4.4. SEM Analysis of SSCs

Analysis of the verification factors and differential values verifies various components; the results indicate that the proposed model is appropriate. Subsequent SEM analysis verifies the integration model and the hypotheses. In the relevant matching moderation indicator, the chi-squared/degree of freedom should be lower than three. The goodness-of-fit index (GFI) indicates the similarities between the model and the sample data. A value closer to one indicates a higher degree of applicability. In this study, GFI > 0.8 was favorable [89]. Adjusted GFI (AGFI) is a moderate index for adjusting GFI with a degree of freedom. A value closer to one is desirable; for this study, AGFI > 0.8 was favorable [90]. The comparative fit index (CFI) is the difference between the hypothetical model and the noncovariant-associated independent model. In this study, CFI > 0.9 was favorable. The root mean square error of approximation (RMSEA) lacks moderate indicators; therefore, a smaller RMSEA value is desirable. In this study, RMSEA < 0.8 indicated a favorable degree of modeling. As presented in Figure 4, chi-squared/degrees of freedom = 2.820, CFI = 0.911, GFI = 0.867, AGFI = 0.829, and RMSEA = 0.083. The RMSEA was slightly higher than desired. This extremity was due to the number of samples estimated (300–500 samples) [91].
As presented in Table 7, in terms of the 95% rule, the p-value was lower than 0.05, which supported H1 and H2. The level of organizational strategy and corporate operation, including upstream suppliers, internal operational mechanisms, and enterprise commitments, positively influences a company’s sustainable performance, which further positively influences business performance.
The results of the covariant standardization adaptation (Figure 4) strongly support the relationships among supply chain cooperation, enterprise commitment, and operating mechanism integration. If the manufacturing industry wishes to strengthen SSCs and improve sustainability and business performance, these three pillars must be improved. In contrast, if supply chain cooperation is low, the other two pillars are likely to be limited as well.

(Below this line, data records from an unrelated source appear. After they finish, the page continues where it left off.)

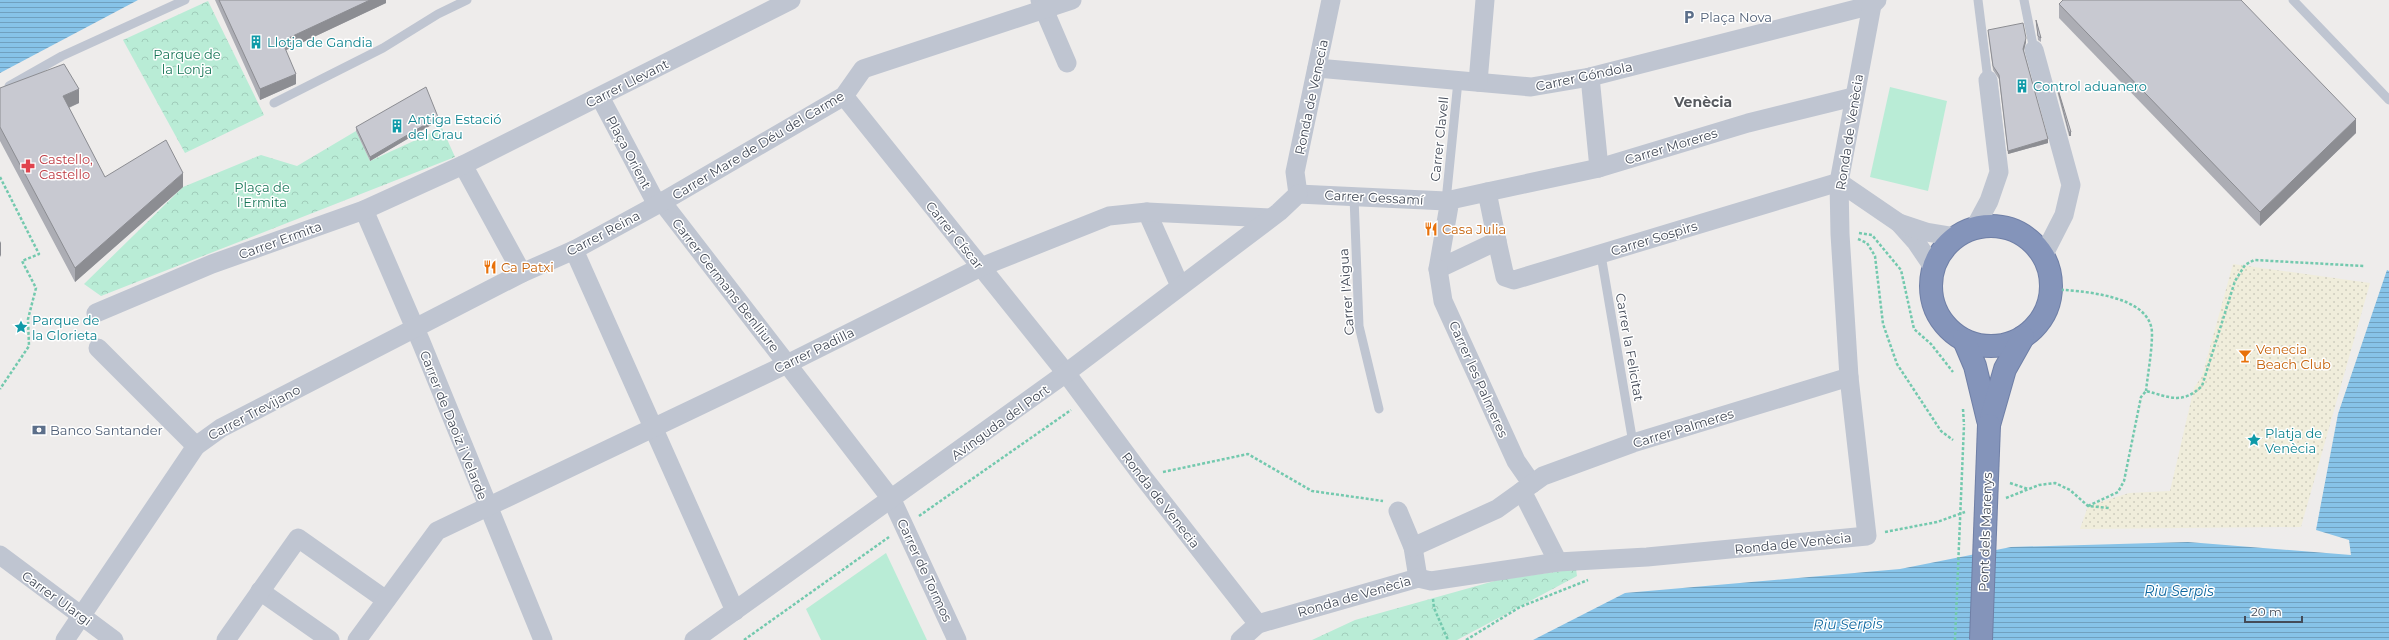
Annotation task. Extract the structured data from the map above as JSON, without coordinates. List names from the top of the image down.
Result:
{
  "streets": {
    "highway": ["Pont dels Marenys"],
    "street": [
      "Carrer Góndola",
      "Carrer Llevant",
      "Ronda de Venecia",
      "Ronda de Venècia",
      "Carrer Mare de Déu del Carme",
      "Carrer Moreres",
      "Plaça Orient",
      "Carrer Gessamí",
      "Carrer Reina",
      "Carrer Císcar",
      "Carrer Sospirs",
      "Carrer Ermita",
      "Carrer Germans Benlliure",
      "Carrer Padilla",
      "Carrer les Palmeres",
      "Carrer Trevijano",
      "Avinguda del Port",
      "Carrer de Daoiz i Velarde",
      "Carrer Palmeres",
      "Carrer de Tormos",
      "Carrer Ulargi"
    ],
    "lane": ["Carrer Clavell", "Carrer l'Aigua", "Carrer la Felicitat"]
  },
  "crossings": [
    ["Carrer Góndola", "Ronda de Venecia"],
    ["Carrer Góndola", "Ronda de Venècia"],
    ["Carrer Góndola", "Carrer Clavell"],
    ["Carrer Llevant", "Plaça Orient"],
    ["Carrer Llevant", "Carrer Ermita"],
    ["Ronda de Venecia", "Ronda de Venècia"],
    ["Ronda de Venecia", "Carrer Gessamí"],
    ["Ronda de Venecia", "Carrer Císcar"],
    ["Ronda de Venecia", "Avinguda del Port"],
    ["Ronda de Venècia", "Carrer Moreres"],
    ["Ronda de Venècia", "Carrer Sospirs"],
    ["Ronda de Venècia", "Carrer les Palmeres"],
    ["Ronda de Venècia", "Carrer Palmeres"],
    ["Carrer Clavell", "Carrer Gessamí"],
    ["Carrer Clavell", "Carrer les Palmeres"],
    ["Carrer Mare de Déu del Carme", "Plaça Orient"],
    ["Carrer Mare de Déu del Carme", "Carrer Reina"],
    ["Carrer Mare de Déu del Carme", "Carrer Císcar"],
    ["Carrer Mare de Déu del Carme", "Carrer Germans Benlliure"],
    ["Carrer Moreres", "Carrer Gessamí"],
    ["Plaça Orient", "Carrer Reina"],
    ["Plaça Orient", "Carrer Germans Benlliure"],
    ["Carrer Gessamí", "Carrer l'Aigua"],
    ["Carrer Gessamí", "Carrer les Palmeres"],
    ["Carrer Gessamí", "Avinguda del Port"],
    ["Carrer Reina", "Carrer Germans Benlliure"],
    ["Carrer Reina", "Carrer Trevijano"],
    ["Carrer Reina", "Carrer de Daoiz i Velarde"],
    ["Carrer Císcar", "Carrer Padilla"],
    ["Carrer Císcar", "Avinguda del Port"],
    ["Carrer Sospirs", "Carrer la Felicitat"],
    ["Carrer Ermita", "Carrer de Daoiz i Velarde"],
    ["Carrer Germans Benlliure", "Carrer Padilla"],
    ["Carrer Germans Benlliure", "Avinguda del Port"],
    ["Carrer Germans Benlliure", "Carrer de Tormos"],
    ["Carrer la Felicitat", "Carrer Palmeres"],
    ["Carrer Padilla", "Avinguda del Port"],
    ["Carrer Padilla", "Carrer de Daoiz i Velarde"],
    ["Carrer les Palmeres", "Carrer Palmeres"],
    ["Carrer Trevijano", "Carrer de Daoiz i Velarde"],
    ["Carrer Trevijano", "Carrer Ulargi"],
    ["Avinguda del Port", "Carrer de Tormos"]
  ],
  "districts": ["Venècia"],
  "water": ["Riu Serpis"],
  "parks": ["Parque de la Lonja", "Plaça de l'Ermita"],
  "places": {
    "parking": ["Plaça Nova"],
    "building": ["Llotja de Gandia", "Control aduanero", "Antiga Estació del Grau"],
    "pharmacy": ["Castello, Castello"],
    "restaurant": ["Casa Julia", "Ca Patxi"],
    "place": ["Parque de la Glorieta", "Platja de Venècia"],
    "bar": ["Venecia Beach Club"],
    "bank": ["Banco Santander"]
  },
  "scale_bar": "20 m"
}
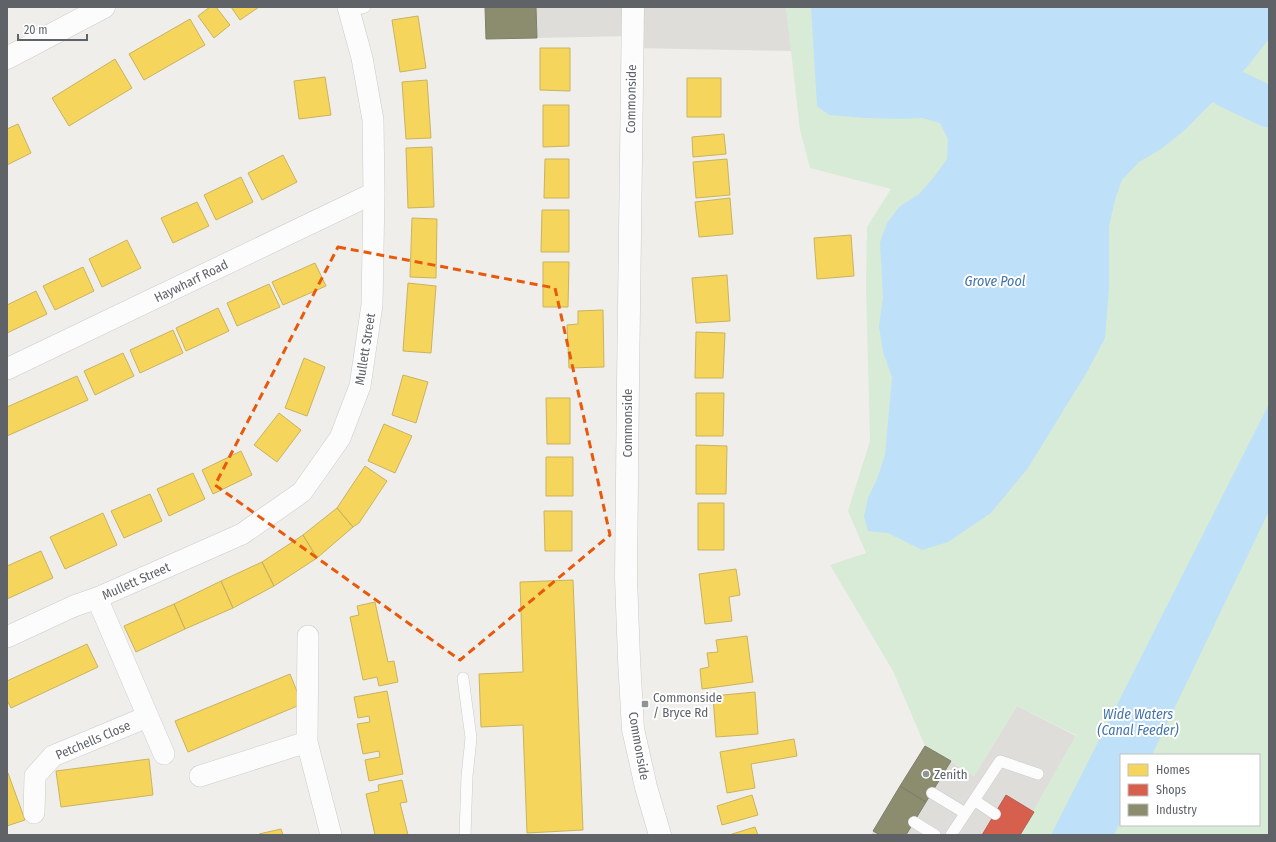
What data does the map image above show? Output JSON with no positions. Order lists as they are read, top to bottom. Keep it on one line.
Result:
{"streets":{"main road":["Commonside"],"street":["Haywharf Road","Mullett Street","Petchells Close"]},"crossings":[["Haywharf Road","Mullett Street"]],"water":["Grove Pool","Wide Waters (Canal Feeder)"],"places":{"transit":["Commonside / Bryce Rd"],"other":["Zenith"]},"legend":["Homes","Shops","Industry"],"scale_bar":"20 m"}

Therefore, path analysis is used to examine other relationships between manufacturers and upstream suppliers.

4.5. SSC Path Analysis

Path analysis explores the relationships among enterprise commitment, supply chain cooperation, and operation integration.

4.5.1. Manufacturer Mediation Fit Model: Process Fit

This study examined whether manufacturing has a significant mediation fit and verified whether the hypotheses are valid. The results of the analysis and the path coefficients are presented in Table 8. The results of the analysis validated H3. Only H4b and H4c of H4 were validated. Specifically, operation integration impacts sustainable performance but not business performance. Finally, H5 was assumed to be supported. On the basis of the literature review, this study inferred that sustainable performance can only be generated in products and processes if the knowledge and experience shared among enterprises and their upstream and downstream partners are applied to improve the internal operations of the enterprise. Figure 5 presents the mediation fit process adaptation model, which had a moderate GFI = 0.884, AGFI = 0.846, CFI = 0.928, and RMSEA= 0.076. In Figure 5, significant routes are indicated by bold lines and nonsignificant paths are indicated by dashed lines.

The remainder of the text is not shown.